種を蒔いて育てるプロシージャル・テクスチャ「Cellular Texture」

宮田氏がプロシージャル・テクスチャの例として最後に紹介したのは「Cellular Texture Generation」というメソッドだ。これは和訳するならば「細胞テクスチャ生成」ということになる。

「細胞テクスチャ生成」法の流れ

対象の3Dモデルの表面に"種"となるパーティクルを配置して、そのパーティクルの振る舞い(ルール)を定義しておく。

種パーティクルの振る舞いとは、具体的には、成長したり、死んだり、あるいは増殖したり、食い合ったり、合体したり……といったものになる。実行時は、それぞれの種パーティクルについてその周辺の種パーティクルの関係性に配慮した形で、そのルールを反復的に適用していく。

論文はカリフォルニア工科大学のKurt W. Fleischer氏とDavid H. Laidlaw氏らによって発表されており、カリフォルニア工科大学のサイトには論文がアップロードされている

宮田氏のスライドの上のフロー図のようなものが、その概念を説明している。

ちなみに、ここでいっているCellular Textureの「テクスチャ」は、いわゆる3Dグラフィックスでいうところの「テクスチャ」マップではなく、一般用語の「質感」という意味になっている。だから、この論文を発表したKurt W. Fleischerd氏やDavid H. Laidlaw氏の実装でも、生成した"質感"をジオメトリ化して、これをレイトレーシングでレンダリングしている。リアルタイム3Dグラフィックスで用いるためには、ハイトマップ化してディスプレースメントマッピングを行ったり、ボリュームテクスチャ化して局所的なレイトレーシングを行ったりして実装する必要がある。

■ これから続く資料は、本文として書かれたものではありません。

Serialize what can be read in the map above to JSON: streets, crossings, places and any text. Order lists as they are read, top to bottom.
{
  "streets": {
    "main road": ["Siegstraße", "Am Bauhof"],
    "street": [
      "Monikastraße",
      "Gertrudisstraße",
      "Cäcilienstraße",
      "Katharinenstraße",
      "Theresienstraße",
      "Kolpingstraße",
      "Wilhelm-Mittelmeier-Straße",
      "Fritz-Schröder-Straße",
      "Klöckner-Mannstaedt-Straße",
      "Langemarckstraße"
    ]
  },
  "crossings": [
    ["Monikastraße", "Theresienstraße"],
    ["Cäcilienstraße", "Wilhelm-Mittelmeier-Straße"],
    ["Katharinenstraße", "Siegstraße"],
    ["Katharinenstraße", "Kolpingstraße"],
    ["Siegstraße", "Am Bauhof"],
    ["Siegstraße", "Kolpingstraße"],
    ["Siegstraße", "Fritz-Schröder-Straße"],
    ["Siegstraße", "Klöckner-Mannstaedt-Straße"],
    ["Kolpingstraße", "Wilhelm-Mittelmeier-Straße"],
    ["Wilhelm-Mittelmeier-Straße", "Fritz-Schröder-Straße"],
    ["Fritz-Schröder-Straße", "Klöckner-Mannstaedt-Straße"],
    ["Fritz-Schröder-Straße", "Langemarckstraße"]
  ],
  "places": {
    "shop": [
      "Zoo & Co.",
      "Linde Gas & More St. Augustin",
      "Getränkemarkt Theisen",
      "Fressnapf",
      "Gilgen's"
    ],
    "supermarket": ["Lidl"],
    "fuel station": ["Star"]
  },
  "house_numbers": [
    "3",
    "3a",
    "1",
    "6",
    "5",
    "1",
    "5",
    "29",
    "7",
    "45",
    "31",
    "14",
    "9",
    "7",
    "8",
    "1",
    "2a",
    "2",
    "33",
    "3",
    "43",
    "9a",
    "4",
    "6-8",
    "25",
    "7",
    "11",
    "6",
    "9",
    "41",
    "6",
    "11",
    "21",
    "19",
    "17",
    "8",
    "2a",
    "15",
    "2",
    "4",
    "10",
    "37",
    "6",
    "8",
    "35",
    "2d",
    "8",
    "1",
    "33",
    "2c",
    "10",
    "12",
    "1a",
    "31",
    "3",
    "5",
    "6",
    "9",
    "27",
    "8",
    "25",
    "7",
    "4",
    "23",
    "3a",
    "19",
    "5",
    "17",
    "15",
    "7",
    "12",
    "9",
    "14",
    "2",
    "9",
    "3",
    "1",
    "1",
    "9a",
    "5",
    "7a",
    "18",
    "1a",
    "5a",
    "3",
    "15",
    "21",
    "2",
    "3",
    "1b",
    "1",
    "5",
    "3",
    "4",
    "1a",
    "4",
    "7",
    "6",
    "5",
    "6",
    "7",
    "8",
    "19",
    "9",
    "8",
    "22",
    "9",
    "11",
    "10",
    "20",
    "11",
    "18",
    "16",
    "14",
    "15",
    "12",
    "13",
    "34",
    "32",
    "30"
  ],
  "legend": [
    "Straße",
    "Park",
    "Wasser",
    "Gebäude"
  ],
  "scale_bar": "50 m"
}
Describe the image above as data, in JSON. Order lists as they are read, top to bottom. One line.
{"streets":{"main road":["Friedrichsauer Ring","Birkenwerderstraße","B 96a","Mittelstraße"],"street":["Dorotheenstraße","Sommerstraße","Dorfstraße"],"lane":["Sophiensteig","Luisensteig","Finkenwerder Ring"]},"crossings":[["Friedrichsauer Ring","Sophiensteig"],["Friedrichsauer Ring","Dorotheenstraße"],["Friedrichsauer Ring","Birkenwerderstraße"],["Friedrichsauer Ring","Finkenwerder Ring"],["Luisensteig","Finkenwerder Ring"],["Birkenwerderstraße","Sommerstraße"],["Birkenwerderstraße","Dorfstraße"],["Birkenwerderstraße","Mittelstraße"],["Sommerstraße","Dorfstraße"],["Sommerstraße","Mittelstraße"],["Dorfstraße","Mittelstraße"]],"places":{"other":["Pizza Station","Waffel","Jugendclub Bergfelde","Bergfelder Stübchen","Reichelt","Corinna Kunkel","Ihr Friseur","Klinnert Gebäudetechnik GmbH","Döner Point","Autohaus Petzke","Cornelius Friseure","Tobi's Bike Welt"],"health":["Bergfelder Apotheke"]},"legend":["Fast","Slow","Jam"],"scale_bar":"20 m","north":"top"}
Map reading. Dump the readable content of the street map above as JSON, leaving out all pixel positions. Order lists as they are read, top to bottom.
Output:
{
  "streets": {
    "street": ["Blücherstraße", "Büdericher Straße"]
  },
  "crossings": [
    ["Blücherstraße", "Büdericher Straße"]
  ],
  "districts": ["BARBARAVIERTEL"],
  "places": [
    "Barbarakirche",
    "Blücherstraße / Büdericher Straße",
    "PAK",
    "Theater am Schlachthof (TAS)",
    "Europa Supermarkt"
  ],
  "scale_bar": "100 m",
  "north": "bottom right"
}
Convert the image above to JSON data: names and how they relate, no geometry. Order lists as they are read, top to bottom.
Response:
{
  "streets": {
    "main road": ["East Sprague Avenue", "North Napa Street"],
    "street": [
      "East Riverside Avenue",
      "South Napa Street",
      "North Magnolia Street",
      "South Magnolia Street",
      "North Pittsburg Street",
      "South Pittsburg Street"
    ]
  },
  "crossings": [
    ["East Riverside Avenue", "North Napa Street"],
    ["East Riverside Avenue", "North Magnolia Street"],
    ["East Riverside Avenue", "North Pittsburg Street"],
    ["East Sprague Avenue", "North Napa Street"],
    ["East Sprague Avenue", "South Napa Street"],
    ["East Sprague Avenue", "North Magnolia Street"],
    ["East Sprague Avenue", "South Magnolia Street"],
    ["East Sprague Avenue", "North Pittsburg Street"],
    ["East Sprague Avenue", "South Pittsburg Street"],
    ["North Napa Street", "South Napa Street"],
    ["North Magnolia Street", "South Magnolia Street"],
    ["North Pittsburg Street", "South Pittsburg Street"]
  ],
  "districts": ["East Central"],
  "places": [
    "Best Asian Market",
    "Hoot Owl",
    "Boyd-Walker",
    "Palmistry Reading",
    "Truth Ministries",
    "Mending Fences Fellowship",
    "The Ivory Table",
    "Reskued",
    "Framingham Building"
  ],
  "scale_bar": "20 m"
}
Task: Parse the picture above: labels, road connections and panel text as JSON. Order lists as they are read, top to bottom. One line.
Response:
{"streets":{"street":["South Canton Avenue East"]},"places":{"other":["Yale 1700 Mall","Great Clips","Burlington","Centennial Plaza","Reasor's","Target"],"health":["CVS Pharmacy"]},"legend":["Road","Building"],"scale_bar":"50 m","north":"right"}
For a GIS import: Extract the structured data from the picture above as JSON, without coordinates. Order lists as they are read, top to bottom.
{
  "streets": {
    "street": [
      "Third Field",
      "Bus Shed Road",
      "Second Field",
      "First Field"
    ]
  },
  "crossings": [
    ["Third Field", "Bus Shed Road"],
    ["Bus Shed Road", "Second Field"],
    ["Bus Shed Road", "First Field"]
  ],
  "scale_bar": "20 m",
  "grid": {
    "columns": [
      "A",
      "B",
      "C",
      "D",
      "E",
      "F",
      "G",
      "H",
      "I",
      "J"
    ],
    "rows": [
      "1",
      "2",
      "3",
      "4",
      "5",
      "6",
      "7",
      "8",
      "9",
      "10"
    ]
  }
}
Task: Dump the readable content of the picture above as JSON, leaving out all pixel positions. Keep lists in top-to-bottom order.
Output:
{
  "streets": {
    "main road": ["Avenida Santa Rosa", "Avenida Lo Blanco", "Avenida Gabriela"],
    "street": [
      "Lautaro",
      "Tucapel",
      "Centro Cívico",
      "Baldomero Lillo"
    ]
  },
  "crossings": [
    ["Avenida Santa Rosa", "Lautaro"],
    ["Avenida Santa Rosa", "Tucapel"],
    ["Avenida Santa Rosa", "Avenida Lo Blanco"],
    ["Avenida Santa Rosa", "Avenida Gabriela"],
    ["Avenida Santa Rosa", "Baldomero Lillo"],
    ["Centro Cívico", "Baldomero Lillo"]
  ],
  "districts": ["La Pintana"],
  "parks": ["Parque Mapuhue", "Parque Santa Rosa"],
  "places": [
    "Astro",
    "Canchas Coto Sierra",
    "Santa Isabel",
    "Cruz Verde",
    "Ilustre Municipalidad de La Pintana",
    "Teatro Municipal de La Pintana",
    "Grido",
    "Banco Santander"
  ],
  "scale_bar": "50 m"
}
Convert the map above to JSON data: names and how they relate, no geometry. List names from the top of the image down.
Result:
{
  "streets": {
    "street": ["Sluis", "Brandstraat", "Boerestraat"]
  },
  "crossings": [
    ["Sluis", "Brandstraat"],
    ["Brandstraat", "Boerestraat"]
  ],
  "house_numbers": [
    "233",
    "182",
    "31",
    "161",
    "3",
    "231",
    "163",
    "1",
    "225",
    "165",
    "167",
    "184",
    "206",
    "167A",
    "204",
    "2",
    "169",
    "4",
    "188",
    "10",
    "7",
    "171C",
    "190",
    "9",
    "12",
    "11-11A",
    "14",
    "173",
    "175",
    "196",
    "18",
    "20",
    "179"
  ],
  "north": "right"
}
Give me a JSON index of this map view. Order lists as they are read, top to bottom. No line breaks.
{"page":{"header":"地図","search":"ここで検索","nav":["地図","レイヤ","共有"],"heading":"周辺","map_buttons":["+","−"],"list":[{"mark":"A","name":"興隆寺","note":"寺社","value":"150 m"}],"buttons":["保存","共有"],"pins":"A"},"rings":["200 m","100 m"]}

講演では、宮田氏は、この技法による「鱗の生成」「棘の生成」「毛の生成」の例を紹介している。

鱗の生成では、まず対象3Dモデルの表皮に対し、種パーティクルを覆うように配置し、若干斜めになるようにこの種細胞を成長させる。3Dモデルの表皮から離れすぎたところで細胞の成長は止まるようにする。

「鱗」を細胞テクスチャ生成法で生成した例

棘の生成自体は種細胞を棘になるような成長モデルで成長させる点は、前出の鱗と同じだ。

なお、この例では、この種細胞の表面上での他者の種細胞との関係性に反応拡散を導入することで棘の生え方にバリエーションを与えられることを示している。左端は、成長した棘の回りには棘が育たないというような反応拡散の結果。中央は、育たなかった棘が密集している例。右端は棘の成長をカールするように仕込んだ例となる。

「棘」を細胞テクスチャ生成法で生成した例

この棘を顔モデルに生やした例

毛の生成は棘の生成の別バージョン的な位置づけのもので細胞の成長をより細く実行したものだ(下図)。図の左は隣接する毛と成長する方向を同じにする調整で生やした毛で、右の方は毛の方向をあえて隣接する毛とは違う方向へ成長させた例になっている。毛の元となる種細胞はこの例では2000個敷き詰めているとのこと。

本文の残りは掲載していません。